Intra- inter-observer repeatability in liver computed tomography volumetry in patients undergoing radioembolization simulation
Purpose The careful evaluation of MDCT is an essential step for the treatment planning in pre-treatment imaging work-up for Trans-Arterial Radio Embolization (TARE). It may provide unique volumetric data (CTVs), which are information useful for an effective and safe TARE. The purpose of this study is to demonstrate that the radiographer is able to calculate CTVs of TARE simulation with the same precision as the interventional radiologist. Methods This study retrospectively considers 17 consecutive patients (8 males, 9 females; mean age 66.3 ± 13.2 years) who underwent pre-treatment work-up for TARE, between May 2019 and February 2020 (trial ID:2234 - protocol). For each patient, four specific parameters are evaluated from MDCT achieved during treatment simulation: healthy liver volume (HLV), the whole hepatic parenchyma (THV = healthy liver and TTV = tumour) involved by TARE, and whole liver volume (WLV).
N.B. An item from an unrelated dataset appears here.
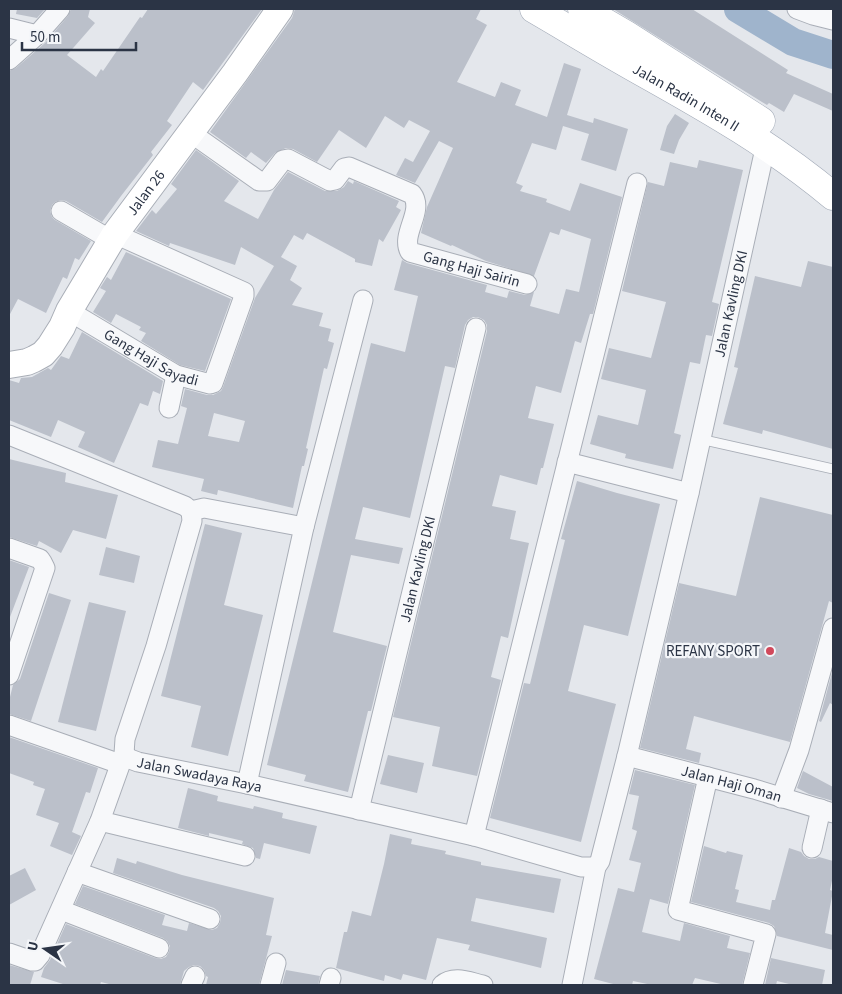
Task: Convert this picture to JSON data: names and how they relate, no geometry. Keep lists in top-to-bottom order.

Four independent observers—R1 (expert interventional radiologist), T1, T2, and T3 (radiographers, with different experiences in the field of interventional radiology)—are involved in the imaging analysed. Results All the 4 observers detected the same number of hepatic lesion(s) per patient. Regarding the three radiographers, the intra-observer reliability for CTVs is very high 0.997 to 1.000 (95%CI). Also inter-observer reproducibility between radiographers is excellent regarding CTVs, 0.965 to 0.999 (95%CI). The accuracy of radiographer evaluation is very high 0.964 to 0.999 (95%CI). Conclusions and implications for practice The high intra- and inter-observer reproducibility shows that a properly trained radiographers might have the same accuracy as interventional radiologists, in assessing liver CTV data for planning TARE.